Go out to the rack and unplug all 4 power supply cables on the back of the machine.
Wait for a bit for the machine to completely stop (30 seconds or so).
Plug all the cables back in, and press the power button.
c1lsc
Turn OFF all the SUS buttons on the right hand side of the LSC screen (C1LSC.adl).
Push both of the RESET buttons on the little RESET screen on the LSC screen (FIRST GREEN, then RED).
From a control room terminal type:
ssh c1lsc
log in as controls. Then do 'su' to become root. Then
cd /cvs/cds/caltech/target/c1lsc/ ./startup.cmd
c1iscex
Shut off the watchdogs for ETMX via epics.
Push the corresponding RESET button on the "C0DAQ_RFMNETWORK.adl" MEDM screen.
From a control room terminal type:
telnet c1iscex
Copy and paste this into the command line (including the "<"):
< /cvs/cds/caltech/target/c1iscex/startup.cmd
When the line "starting main loop (printing from sus_start)." appears, hit CTRL-] and type:
quit
Turn the watchdogs back on, once the computer is up again.
c1iscey
Shut off the watchdogs for ETMY via epics.
Push the corresponding RESET button on the "C0DAQ_RFMNETWORK.adl" MEDM screen.
From a control room terminal type:
telnet c1iscey
Copy and paste this into the command line (including the "<"):
< /cvs/cds/caltech/target/c1iscey/startup.cmd
Turn the watchdogs back on, once the computer is up again.

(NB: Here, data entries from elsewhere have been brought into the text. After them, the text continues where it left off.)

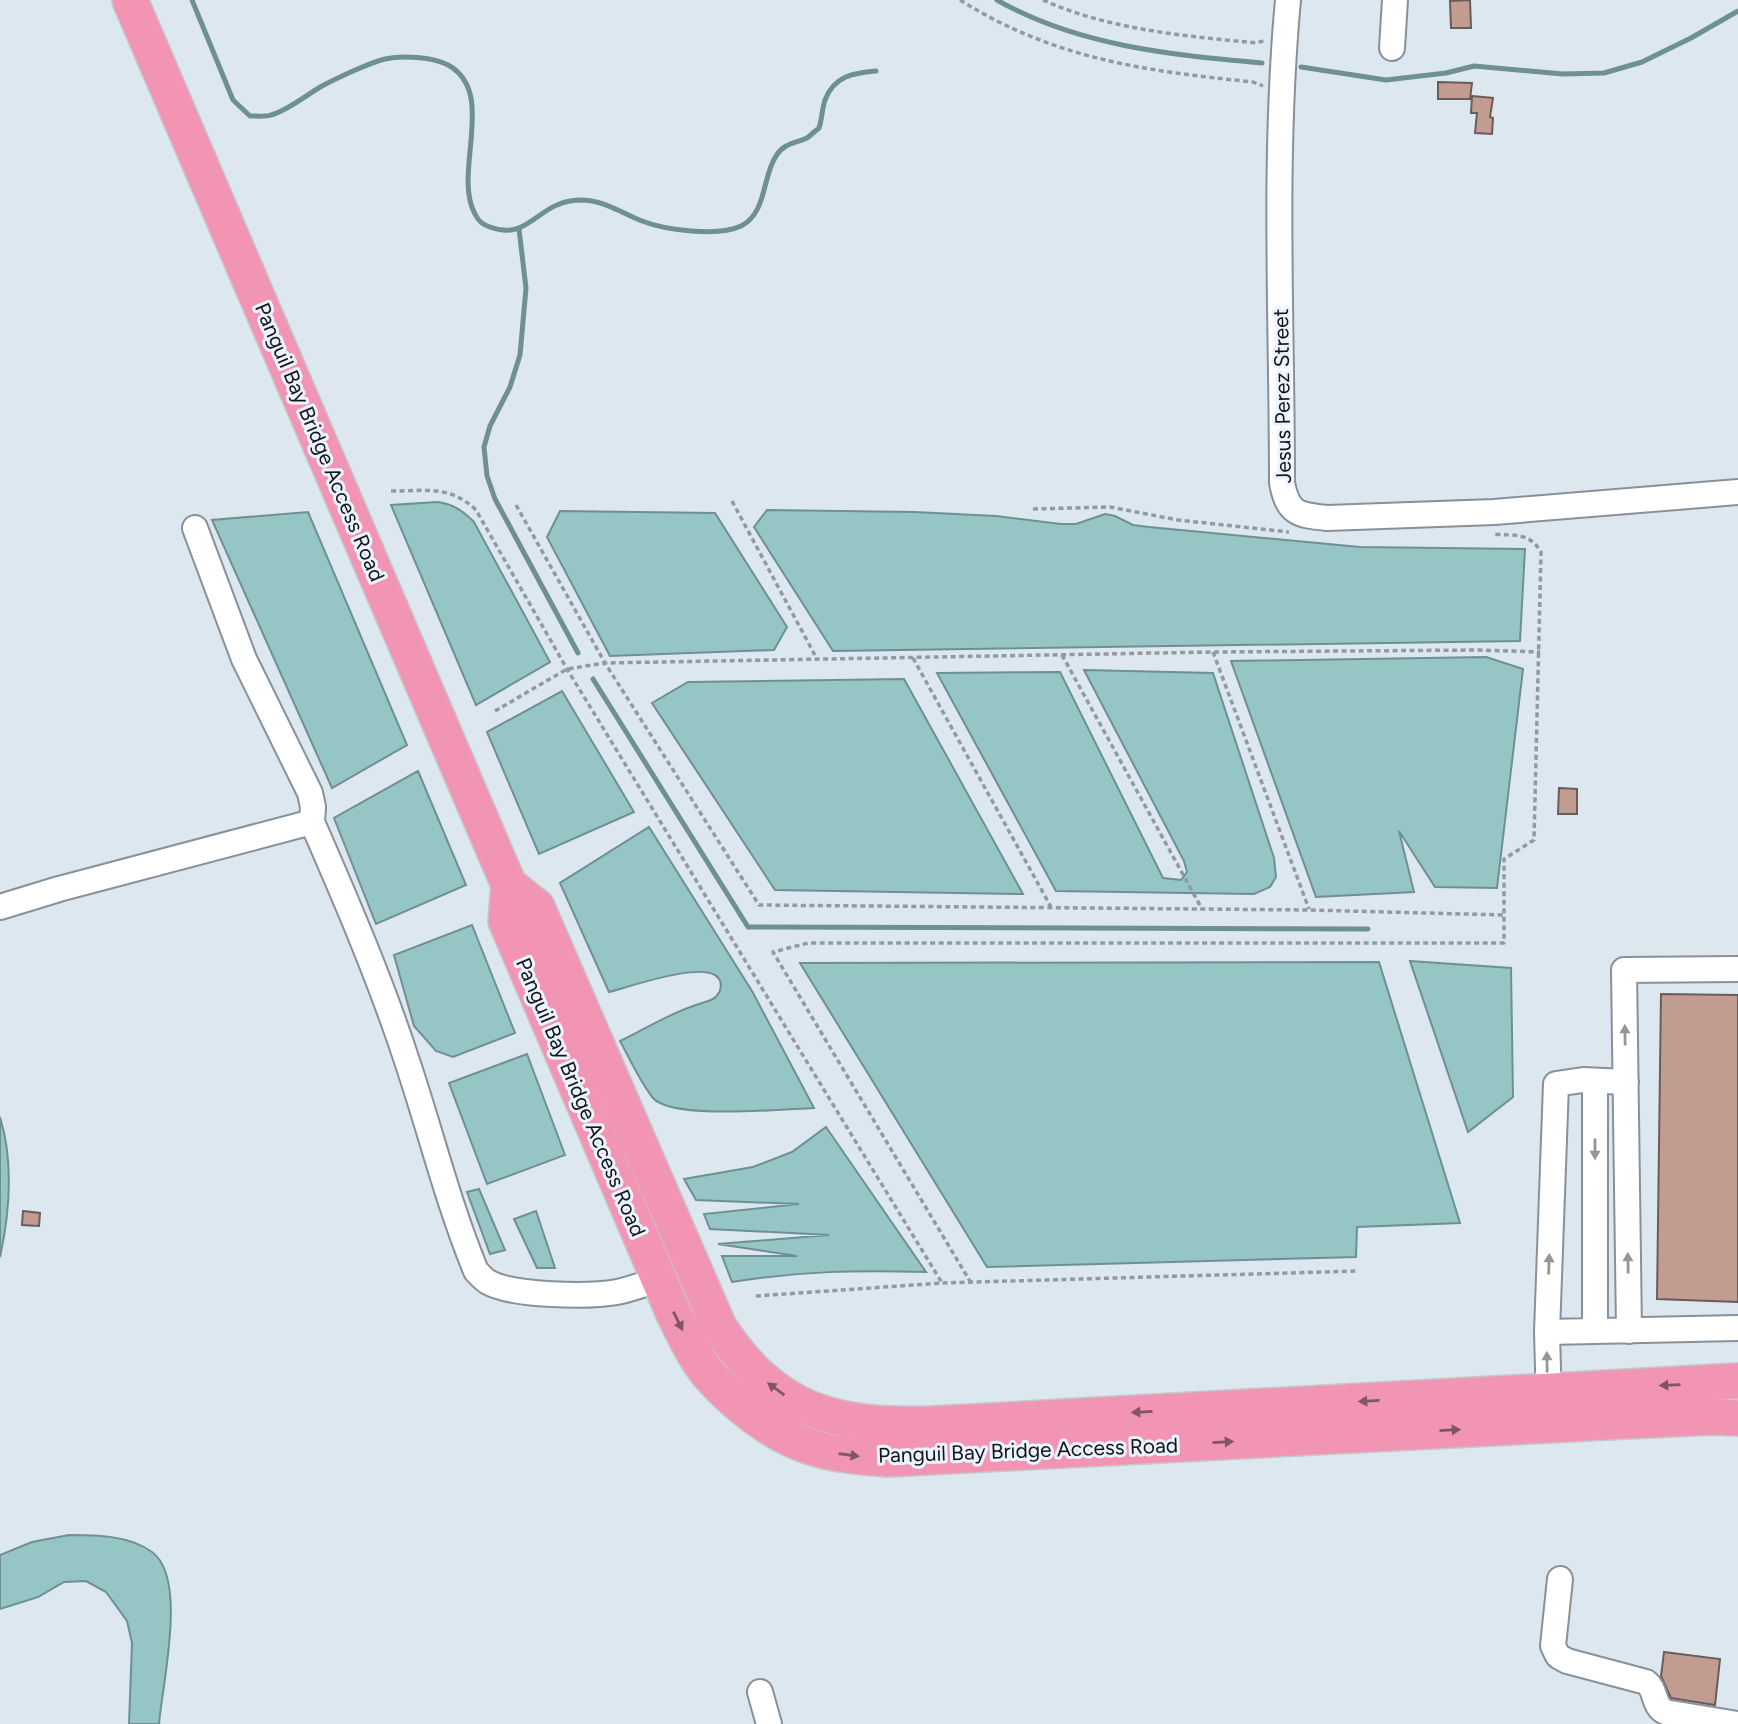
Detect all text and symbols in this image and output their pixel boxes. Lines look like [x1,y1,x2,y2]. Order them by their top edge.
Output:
street label: Panguil Bay Bridge Access Road [250,299,390,585]
street label: Jesus Perez Street [1268,308,1296,484]
street label: Panguil Bay Bridge Access Road [511,954,651,1240]
one-way arrow [1619,1024,1631,1046]
one-way arrow [1589,1138,1601,1160]
one-way arrow [1622,1251,1634,1273]
one-way arrow [1543,1252,1555,1274]
one-way arrow [672,1311,683,1331]
one-way arrow [1542,1350,1553,1372]
one-way arrow [1659,1380,1681,1391]
one-way arrow [767,1382,785,1396]
one-way arrow [1358,1395,1380,1406]
one-way arrow [1131,1407,1153,1418]
one-way arrow [1439,1425,1461,1436]
street label: Panguil Bay Bridge Access Road [878,1432,1178,1468]
one-way arrow [1212,1436,1234,1447]
one-way arrow [838,1450,860,1461]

Type ctrl-] to break. Then "quit".
c1sosvme
Shut off the watchdogs for all optics via epics.
Push the corresponding RESET button on the "C0DAQ_RFMNETWORK.adl" MEDM screen.
From a control room terminal type:
telnet c1sosvme
Copy and paste this into the command line (including the "<"):
< /cvs/cds/caltech/target/c1sosvme/startup.cmd
You will probably need to restart c1susvme1 and c1susvme2 now.
Type ctrl-] to break. Then "quit".
c1susvme1
Shut off the watchdogs for ITMX, ITMY, BS, PRM via epics.
You have two options for turning it off/on before restarting the code:
1) Push the corresponding RESET button on the "C0DAQ_RFMNETWORK.adl" MEDM screen.
OR
2) You probably have to connect a keyboard and a monitor to the machine. Then power cycle the crate or push the reset button on the machine with a pointy thing (like the tip of a pen). If the display is still blank after a while, press Ctrl+x. This should start the computer.
OR
3) We found that connecting certain types of monitors (such as the Sun Systems CRT) prevents boot up, use a LCD style screen. Don't give up easily. Some combination of keyboards and/or monitor should work. When you get a PXE bad media error, test cable message, check that the Ethernet cable is well connected and that the status lights for the ethernet are lit. If not, try pushing it in better, or switching to the other port.
After doing (1) or (2) or (3)
From a control room terminal type:
ssh c1susvme1
log in with the controls password.
Become superuser by running the su command.
Go to the /cvs/cds/caltech/target/c1susvme1 directory.
./startup.cmd
Turn the watchdogs back on, once the computer is up again.
c1susvme2
Shut off the watchdogs for SRM, MC1, MC2, MC3 optics via epics.
Disable the MC autolocker (by clicking the DISABLE button on the C1IOO_LockMC.adl screen).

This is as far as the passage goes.